IN RE MARRIAGE OF LARRY LAPPE AND LYNN LAPPE, APPELLEE (THE ILLINOIS DEPARTMENT OF PUBLIC AID, APPELLANT).


Appeal from the Circuit Court of Madison County, the Hon. Wendell Durr, Judge, presiding.

The Honorable Justice Bilandic delivered the opinion of the court. Justice Freeman, dissenting. Justice McMORROW joins in this dissent.

The opinion of the court was delivered by: Bilandic

The Honorable Justice BILANDIC delivered the opinion of the court:

The appellant, the Illinois Department of Public Aid (the Department), filed a motion to intervene in a dissolution action pending between Larry and Lynn Lappe in the circuit court of Madison County. The Department sought to intervene on behalf of Larry Lappe, the custodial parent of the divorced couple's unemancipated minor child, pursuant to sections 10-1 and 10-10 of the Public Aid Code (305 ILCS 5/10-1, 10-10 (West 1994)).
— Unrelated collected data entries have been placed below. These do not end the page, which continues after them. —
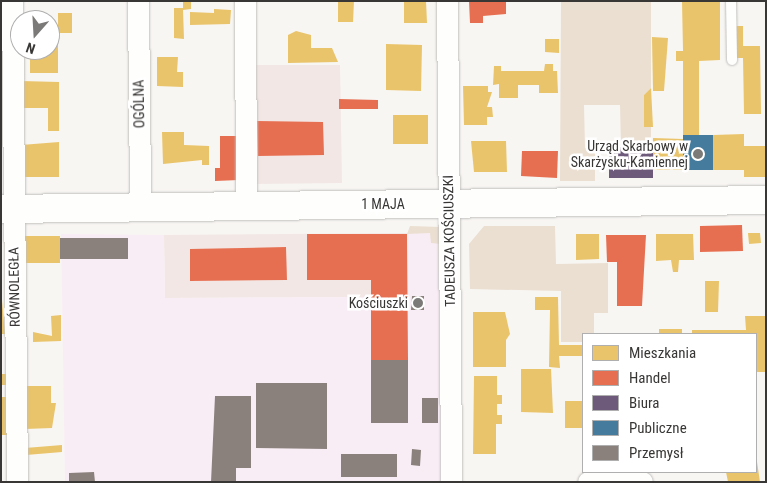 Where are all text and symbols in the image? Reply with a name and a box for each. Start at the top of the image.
north arrow [10,10,60,60]
text: N [24,39,37,57]
street label: OGÓLNA [130,80,148,128]
place label: Urząd Skarbowy w Skarżysku-Kamiennej [571,138,688,170]
marker: Urząd Skarbowy w Skarżysku-Kamiennej [692,148,704,160]
street label: TADEUSZA KOŚCIUSZKI [439,175,459,307]
street label: 1 MAJA [361,196,405,212]
street label: RÓWNOLEGŁA [5,247,23,327]
place label: Kościuszki [349,295,408,311]
marker: Kościuszki [412,297,424,309]
legend [582,333,757,473]
text: Mieszkania [629,344,696,362]
text: Handel [629,369,671,387]
text: Biura [629,394,659,412]
text: Publiczne [629,419,687,437]
text: Przemysł [629,444,684,462] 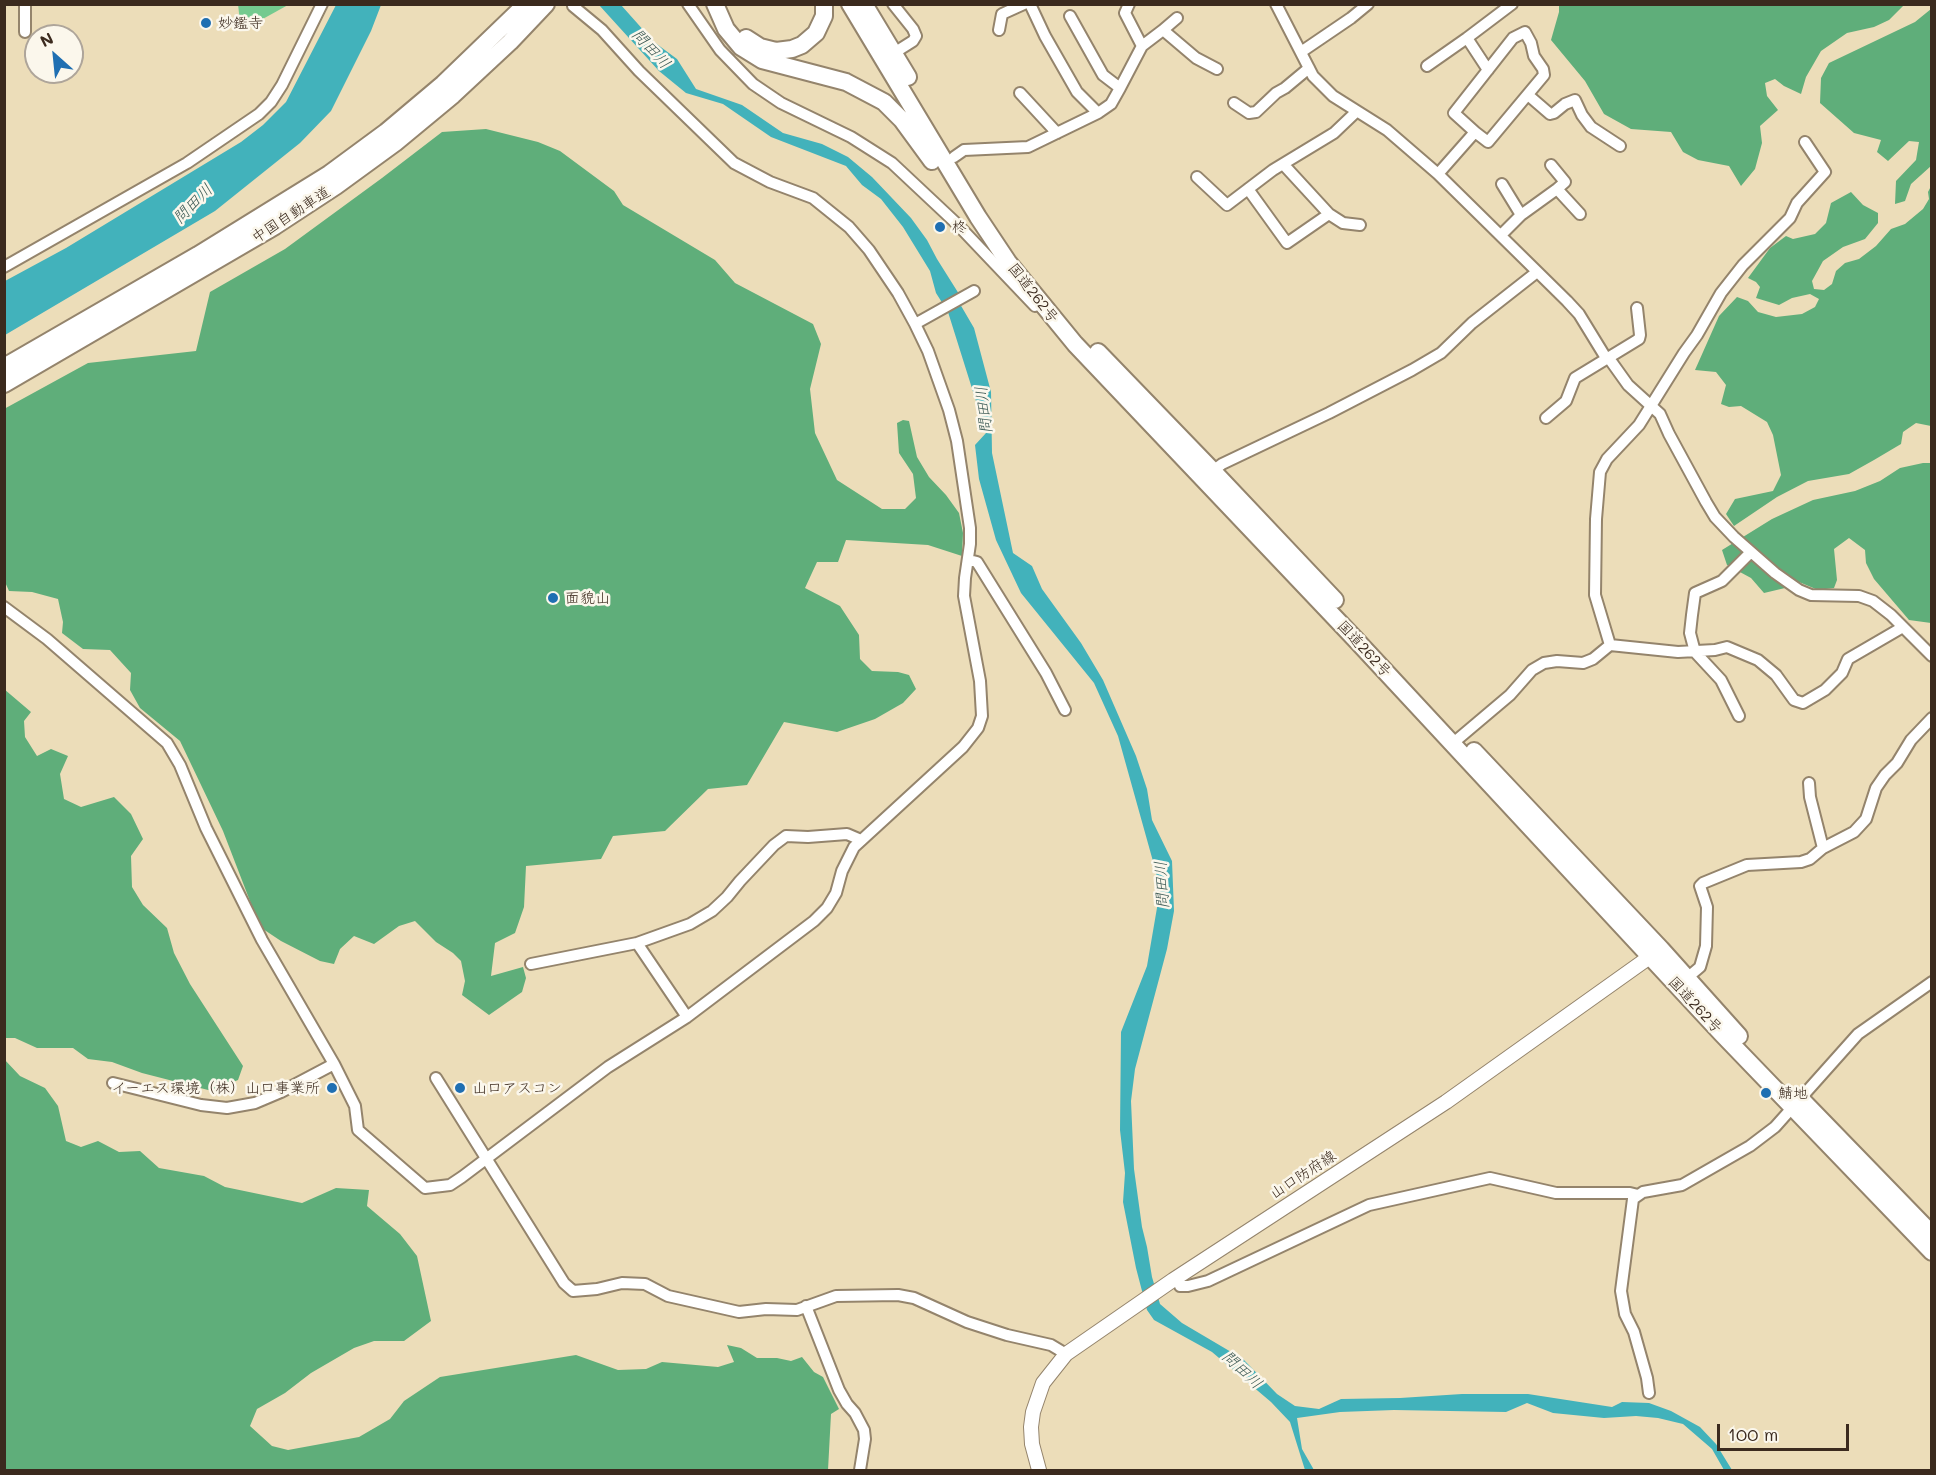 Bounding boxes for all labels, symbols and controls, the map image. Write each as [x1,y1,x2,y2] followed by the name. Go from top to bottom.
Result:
[218,14,263,32] place label: 妙鑑寺
[199,16,213,30] marker: 妙鑑寺
[24,24,84,84] north arrow
[628,25,674,73] water label: 問田川
[36,27,57,51] text: N
[169,180,217,228] water label: 問田川
[248,183,334,247] street label: 中国自動車道
[952,218,967,236] place label: 柊
[933,220,947,234] marker: 柊
[1004,260,1062,326] street label: 国道262号
[972,385,996,435] water label: 問田川
[565,589,610,607] place label: 面貌山
[546,591,560,605] marker: 面貌山
[1333,617,1395,681] street label: 国道262号
[1151,861,1173,909] water label: 問田川
[1664,973,1726,1037] street label: 国道262号
[111,1079,320,1097] place label: イーエス環境（株）山口事業所
[472,1079,562,1097] place label: 山口アスコン
[325,1081,339,1095] marker: イーエス環境（株）山口事業所
[453,1081,467,1095] marker: 山口アスコン
[1778,1084,1808,1102] place label: 鯖地
[1759,1086,1773,1100] marker: 鯖地
[1267,1147,1339,1203] street label: 山口防府線
[1218,1347,1266,1393] water label: 問田川
[1720,1412,1852,1450] scale bar
[1728,1422,1778,1446] text: 100 m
The Department also filed a petition on Larry's behalf to establish a child support obligation on the part of the appellee, Lynn Lappe. Lynn filed objections to the Department's motion to intervene, arguing that sections 10-1 and 10-10 of the Public Aid Code were unconstitutional in that they violated the Illinois Constitution's mandate that public funds be used only for public purposes. Ill. Const. 1970, art. VIII, ยง 1. The circuit court ultimately denied the Department's motion to intervene, finding that the application of these sections to allow intervention by the Department in this case would constitute an unconstitutional use of public funds for a purely private purpose. The Department appealed to the appellate court and the appellate court transferred the appeal to this court pursuant to Supreme Court Rule 302(a)(1) (134 Ill. 2d R. 302(a)(1)).

FACTS

Larry and Lynn Lappe were married on October 18, 1969. The couple had two children, Chad and Nicholas. In 1989, both Lynn and Larry filed petitions for dissolution of the marriage in the circuit court of Madison County. On August 21, 1989, the circuit court entered an order dissolving the marriage. The record reveals that Larry filed for bankruptcy pursuant to chapter 7 of the United States Bankruptcy Code on February 12, 1990. According to Larry's bankruptcy schedules, he was then employed as the United States Postmaster of Sorento, Illinois, and had gross earnings of $33,600 in 1989.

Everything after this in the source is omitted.